The Handsome Priest (Il prete bello, Les P'tits Vélos) is a 1989 coming-of-age drama film co-written and directed by Carlo Mazzacurati. A co-production between Italy and France, it premiered at the 46th Venice International Film Festival, in the Venice International Film Critics' Week sidebar.

== Cast ==
- Massimo Santelia as Sergio
- Davide Torsello as Cena
- Roberto Citran as Don Gastone
- Adriana Asti as Immacolata
- Jessica Forde as Fedora
- Marco Messeri as Nello Pannocchieschi
- Amy Werba as Sergio's mother
- Raoul Billerey as Sergio's grandfather
- Antonio Petrocelli as Tiziano
- Silvana De Santis as Camilla Brigenti
- Luisa De Santis as Wanda Brigenti
- Sergio Vastano as Brusanti

==Production==
The film is based on the novel Il prete bello by Goffredo Parise. It was shot in the early 1989 in nine weeks between Vicenza and its surrounding area. The roles of Sergio and Cena required four months of auditions, with about 18,000 children being auditioned.
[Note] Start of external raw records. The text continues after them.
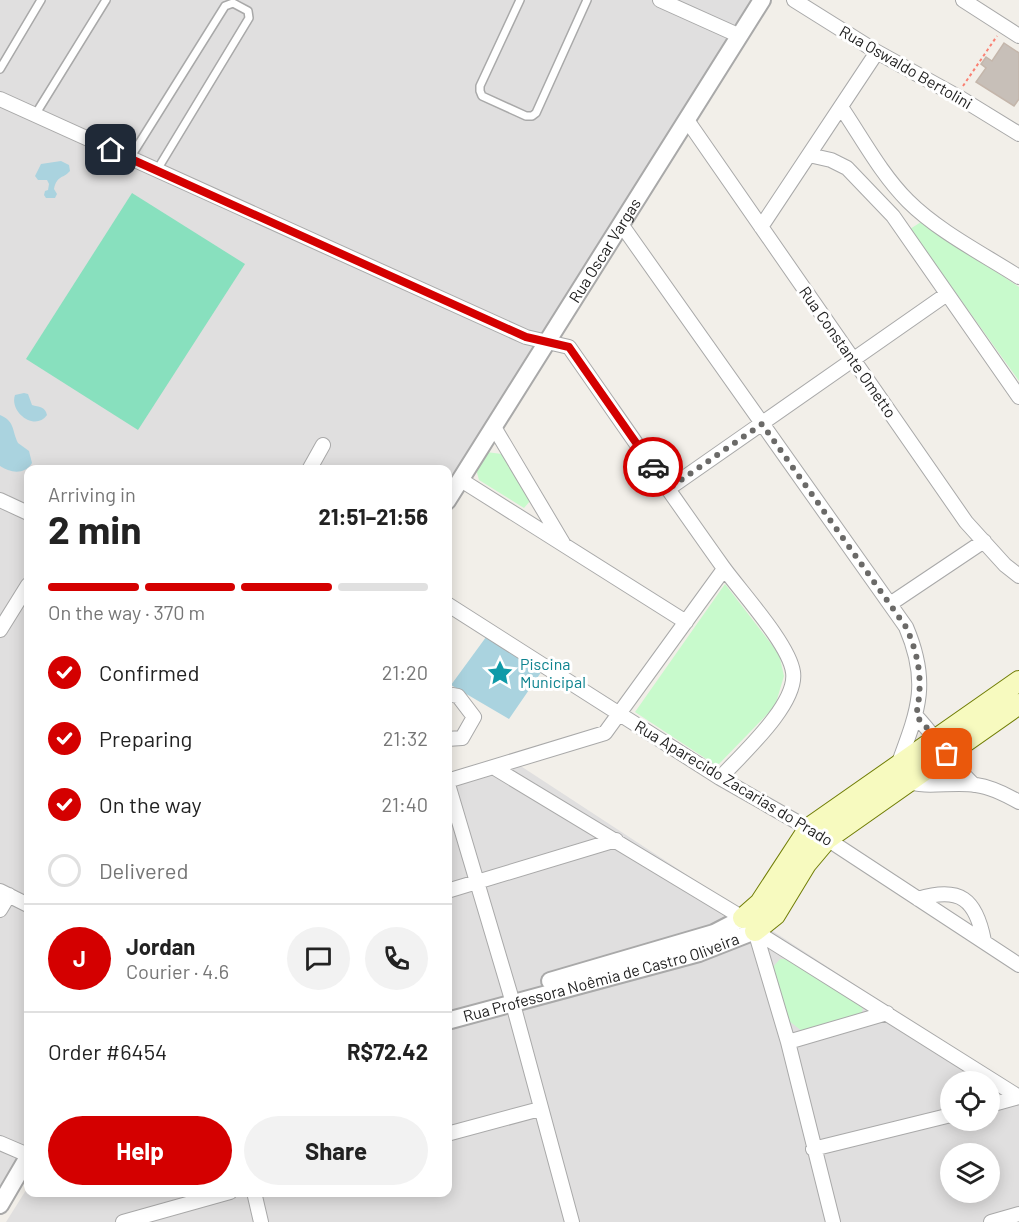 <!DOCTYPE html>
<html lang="en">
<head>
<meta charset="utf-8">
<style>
	body { margin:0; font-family:Barlow,sans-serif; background:#f2f2f2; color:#222; height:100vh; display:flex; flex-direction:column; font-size:22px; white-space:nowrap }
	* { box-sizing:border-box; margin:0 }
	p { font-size:20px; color:#767676 }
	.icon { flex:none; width:33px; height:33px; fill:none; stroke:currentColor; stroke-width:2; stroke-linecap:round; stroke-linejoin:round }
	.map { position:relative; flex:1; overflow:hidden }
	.sheet { position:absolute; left:24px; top:465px; width:428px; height:732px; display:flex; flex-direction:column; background:#fff; border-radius:12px; box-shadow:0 3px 15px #0003 }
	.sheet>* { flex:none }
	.tools { position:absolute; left:940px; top:1071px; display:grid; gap:12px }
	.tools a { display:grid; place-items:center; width:60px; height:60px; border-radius:50%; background:#fff; box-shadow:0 3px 15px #0003; font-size:30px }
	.pin { position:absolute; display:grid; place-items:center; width:51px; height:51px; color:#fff; margin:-26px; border-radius:12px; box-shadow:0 3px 9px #0006 }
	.courier { position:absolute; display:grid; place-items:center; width:60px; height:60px; margin:-30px; border:4px solid #d40000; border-radius:50%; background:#fff; color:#222; box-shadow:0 2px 8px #0007 }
	.summary em { font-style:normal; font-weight:700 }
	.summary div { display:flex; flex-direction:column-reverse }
	.summary { display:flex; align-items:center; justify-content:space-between; height:102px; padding:0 24px }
	h1 { font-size:39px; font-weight:700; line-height:45px }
	.bar { display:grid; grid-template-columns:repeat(4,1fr); gap:9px 6px; align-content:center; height:72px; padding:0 24px }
	.bar i { height:8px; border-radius:4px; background:#e0e0e0 }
	.bar .current { background:#d40000 }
	.bar p { grid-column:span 4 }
	.line { display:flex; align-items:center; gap:15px; padding:0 24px; border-top:2px solid #e0e0e0 }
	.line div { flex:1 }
	.round { display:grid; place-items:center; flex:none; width:63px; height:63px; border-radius:32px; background:#f2f2f2 }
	ol { padding:0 24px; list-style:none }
	li { display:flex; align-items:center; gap:18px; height:66px }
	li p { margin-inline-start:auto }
	li .icon { padding:6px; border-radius:50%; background:#d40000; color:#fff; stroke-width:4 }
	li:last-child { color:#767676 }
	li i { width:33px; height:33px; border:3px solid #e0e0e0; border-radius:50% }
	.cta { display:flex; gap:12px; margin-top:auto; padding:12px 24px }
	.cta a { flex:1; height:69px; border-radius:36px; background:#d40000; color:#fff; font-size:24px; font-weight:700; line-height:69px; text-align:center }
	.cta a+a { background:#f2f2f2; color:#222 }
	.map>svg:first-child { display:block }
	.residential { fill:#e0dfdf; fill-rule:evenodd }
	.park { fill:#c8facc }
	.pitch { fill:#88e0be }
	.water { fill:#aad3df }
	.building { fill:#c7bfb8; stroke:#c4b6ab; stroke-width:1.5 }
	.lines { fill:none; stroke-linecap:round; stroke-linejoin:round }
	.service-casing { stroke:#a9a9a9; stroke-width:10 }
	.minor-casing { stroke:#a9a9a9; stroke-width:16 }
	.tertiary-casing { stroke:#a9a9a9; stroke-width:20 }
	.secondary-casing { stroke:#707d05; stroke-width:22 }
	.path { stroke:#fa8072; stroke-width:2; stroke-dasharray:3 3; stroke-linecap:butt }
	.service { stroke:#fff; stroke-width:7 }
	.minor { stroke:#fff; stroke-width:14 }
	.tertiary { stroke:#fff; stroke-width:16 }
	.secondary { stroke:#f7fabf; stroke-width:20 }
	.done { stroke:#6b6a68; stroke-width:6; stroke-dasharray:0 10.8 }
	.route { stroke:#d40000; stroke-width:8 }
	.labels { text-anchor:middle; stroke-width:6; stroke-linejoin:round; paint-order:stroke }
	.street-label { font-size:16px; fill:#222; stroke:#fff }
	.culture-label { font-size:16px; fill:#0d838f; stroke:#fff; text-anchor:start }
</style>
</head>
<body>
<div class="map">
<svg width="1019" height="1222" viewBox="0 0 1019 1222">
	<rect width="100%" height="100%" fill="#f2efe9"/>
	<!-- residential -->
	<path class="residential" d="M0,0H751L447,487V470H28V1149L0,1194Z
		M513,761L1019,1092V1222H6L28,1187V1192H447V779ZM951,1082H990V1120H951ZM951,1154H990V1192H951Z"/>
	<!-- park -->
	<path class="park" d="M921,222L1019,287V381L910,229Z
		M486,452L502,454L530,501L524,508L479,480L476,469Z
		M725,584L779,654L784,676L775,706L717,766L635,712Z
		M780,959H790L863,1007L861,1016L802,1031L785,1018L773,967Z"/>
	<!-- pitch -->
	<path class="pitch" d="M132,193L245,264L138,430L26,359Z"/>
	<!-- water -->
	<path class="water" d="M61,161L69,165L70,171C63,179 57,175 54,189L57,194L55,198H46L44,195L45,191L48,190L49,184L47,180H38L35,176L41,164Z
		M24,393L28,394L32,405C39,407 45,406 47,415C35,432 9,412 15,395Z
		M0,415C15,421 12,431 18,443L29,451L32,463C25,475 10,473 0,466Z
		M489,633L544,668L509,719L451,685Z"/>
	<!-- building -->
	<path class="building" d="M1004,43L1019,53V99L1014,106L976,82L986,68L981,64L986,57L992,61Z"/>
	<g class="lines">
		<!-- service casing -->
		<g class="service-casing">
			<path id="service" d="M520,0L480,86V91L482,96L526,116H532L536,113L587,0
				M0,69L41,0
				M35,115L106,0
				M130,158L225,6L233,3L248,11L249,18L157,170"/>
		</g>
		<!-- minor casing -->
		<g class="minor-casing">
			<path id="minor" d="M660,0L740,36
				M794,0L877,52L962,99L1019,134
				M963,0L1019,36
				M0,99L526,337L569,347C620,420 671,494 723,567C741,592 789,644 793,672C798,704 741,755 720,778
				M841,107C862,138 881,174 908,201C938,231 983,254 1019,277
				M687,120L966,522L1005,565L1019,576
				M809,155L831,160L847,168L893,216L1019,397
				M621,224L906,627C930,683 918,711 898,765
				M761,227L877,52
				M494,427L563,543
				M309,470L323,445
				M461,480L686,622
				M668,489L947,294
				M0,500L28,513
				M447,604L720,778L827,839L1019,965
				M890,604L984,541
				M0,630L28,585
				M447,694L458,696L474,717L462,738L447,739
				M916,716C937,738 952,765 974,785
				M493,767L743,918L755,931L1019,1097
				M447,781L510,993L572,1222
				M447,781L605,733L724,569
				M906,781C927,789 953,781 976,785C991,787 1005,794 1019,802
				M0,891L28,905
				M447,891L616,840
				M918,899C960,886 976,899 984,941
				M0,910L9,895
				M755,931L788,1042L833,1222
				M788,1042L887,1013
				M990,1105L1019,1097
				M447,1134L540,1109
				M0,1143L28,1155
				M813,1149L951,1115
				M254,1192L261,1222
				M123,1222L230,1192
				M991,1222L1019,1214"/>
		</g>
		<!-- tertiary casing -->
		<g class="tertiary-casing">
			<g id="tertiary">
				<path id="s1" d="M447,501L762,0"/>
				<path d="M550,981L714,933L743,918"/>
				<path id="s2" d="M447,1021L699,953L755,931"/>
				<path d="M0,1205L28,1157"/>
			</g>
		</g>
		<!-- secondary casing -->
		<g class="secondary-casing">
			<path id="secondary" d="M743,918L760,903L809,828L1019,681
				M755,931L775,915L806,864L827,839L1019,704"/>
		</g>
		<!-- path -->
		<path class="path" d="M963,86L997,36"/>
		<!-- service -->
		<use href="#service" class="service"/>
		<!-- minor -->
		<use href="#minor" class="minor"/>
		<!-- tertiary -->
		<use href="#tertiary" class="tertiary"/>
		<!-- secondary -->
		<use href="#secondary" class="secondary"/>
	</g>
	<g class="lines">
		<!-- done -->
		<path class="done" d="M653,467L668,489L762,424L906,627C920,658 923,683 916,716L937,739L947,754"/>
		<!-- route -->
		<path class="route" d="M111,150L526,337L569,347L653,467"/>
	</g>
	<!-- icons -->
	<defs>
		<g id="sight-bare" transform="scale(2.07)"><path d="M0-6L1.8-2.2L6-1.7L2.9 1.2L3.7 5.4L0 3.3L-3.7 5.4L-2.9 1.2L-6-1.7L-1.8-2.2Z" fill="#0f9aa8" stroke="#fff" stroke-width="2.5" paint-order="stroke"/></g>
	</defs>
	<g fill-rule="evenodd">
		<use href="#sight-bare" x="500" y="673"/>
	</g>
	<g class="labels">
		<!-- street labels -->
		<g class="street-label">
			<text transform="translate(906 67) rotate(30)" y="6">Rua Oswaldo Bertolini</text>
			<text dy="6" stroke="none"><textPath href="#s1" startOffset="296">Rua Oscar Vargas</textPath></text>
			<text transform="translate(848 352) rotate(55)" y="6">Rua Constante Ometto</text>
			<text transform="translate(734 783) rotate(31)" y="6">Rua Aparecido Zacarias do Prado</text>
			<text dy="6" stroke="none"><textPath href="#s2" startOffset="160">Rua Professora Noêmia de Castro Oliveira</textPath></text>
		</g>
		<!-- culture labels -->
		<g class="culture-label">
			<text x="520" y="670">Piscina<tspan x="520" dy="18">Municipal</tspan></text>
		</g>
	</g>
</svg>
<div class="tools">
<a><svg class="icon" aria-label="locate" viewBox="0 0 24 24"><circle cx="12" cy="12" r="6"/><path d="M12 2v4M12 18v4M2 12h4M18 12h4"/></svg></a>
<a><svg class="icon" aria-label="layers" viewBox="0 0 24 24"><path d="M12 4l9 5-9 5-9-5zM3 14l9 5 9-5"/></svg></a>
</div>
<div class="pin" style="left:947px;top:754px;background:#ea580c"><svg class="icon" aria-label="bag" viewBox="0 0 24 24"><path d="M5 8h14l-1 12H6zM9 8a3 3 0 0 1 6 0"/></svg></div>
<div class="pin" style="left:111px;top:150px;background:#1f2937"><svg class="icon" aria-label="home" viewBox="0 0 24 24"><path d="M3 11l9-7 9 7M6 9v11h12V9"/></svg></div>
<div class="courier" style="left:653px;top:467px"><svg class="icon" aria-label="car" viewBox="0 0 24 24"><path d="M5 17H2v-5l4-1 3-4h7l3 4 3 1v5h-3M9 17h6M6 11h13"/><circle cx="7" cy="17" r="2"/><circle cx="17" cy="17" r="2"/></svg></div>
<section class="sheet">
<div class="summary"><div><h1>2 min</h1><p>Arriving in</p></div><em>21:51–21:56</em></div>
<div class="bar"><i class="current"></i><i class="current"></i><i class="current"></i><i></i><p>On the way · 370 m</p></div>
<ol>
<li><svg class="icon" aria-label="check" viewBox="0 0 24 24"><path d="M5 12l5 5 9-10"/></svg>Confirmed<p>21:20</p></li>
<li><svg class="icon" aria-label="check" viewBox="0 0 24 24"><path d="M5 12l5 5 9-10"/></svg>Preparing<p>21:32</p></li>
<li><svg class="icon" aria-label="check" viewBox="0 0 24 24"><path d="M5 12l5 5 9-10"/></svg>On the way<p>21:40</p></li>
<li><i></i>Delivered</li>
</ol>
<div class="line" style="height:108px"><b class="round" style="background:#d40000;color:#fff">J</b><div><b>Jordan</b><p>Courier · 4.6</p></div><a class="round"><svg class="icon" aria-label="chat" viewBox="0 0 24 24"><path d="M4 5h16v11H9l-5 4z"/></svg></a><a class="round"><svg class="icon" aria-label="phone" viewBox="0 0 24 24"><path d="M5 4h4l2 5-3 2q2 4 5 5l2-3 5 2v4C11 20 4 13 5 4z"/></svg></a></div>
<div class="line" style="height:78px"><div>Order #6454</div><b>R$72.42</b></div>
<div class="cta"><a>Help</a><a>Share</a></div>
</section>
</div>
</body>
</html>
It had a budget of about 3 billion lire.

==Release==
The film premiered in the Venice International Film Critics' Week sidebar at the 46th edition of the Venice Film Festival.

==Reception==
A contemporary Variety review described the film as "a hymn to friendship and the golden age of childhood, [...] which trusts on emotion in the place of realism." La Stampas film critic Lietta Tornabuoni described the film as characterized by "a terse style, often punctuated by humorous moments, as tender and subdued as a childhood memory", and noted: "whilst Carlo Mazzacurati’s debut film, Italian Night, was more personal, intriguing and unusual, The Handsome Priest demonstrates his growth as a director in terms of style, command of the material and visual choices." In a retrospective analysis, Laura Rascaroli argued the film "shows some progress towards Mazzacurati's reappropriation of his native landscape, but the aestheticized result was still far from the authentic yet idiosyncratic perspective of his later films."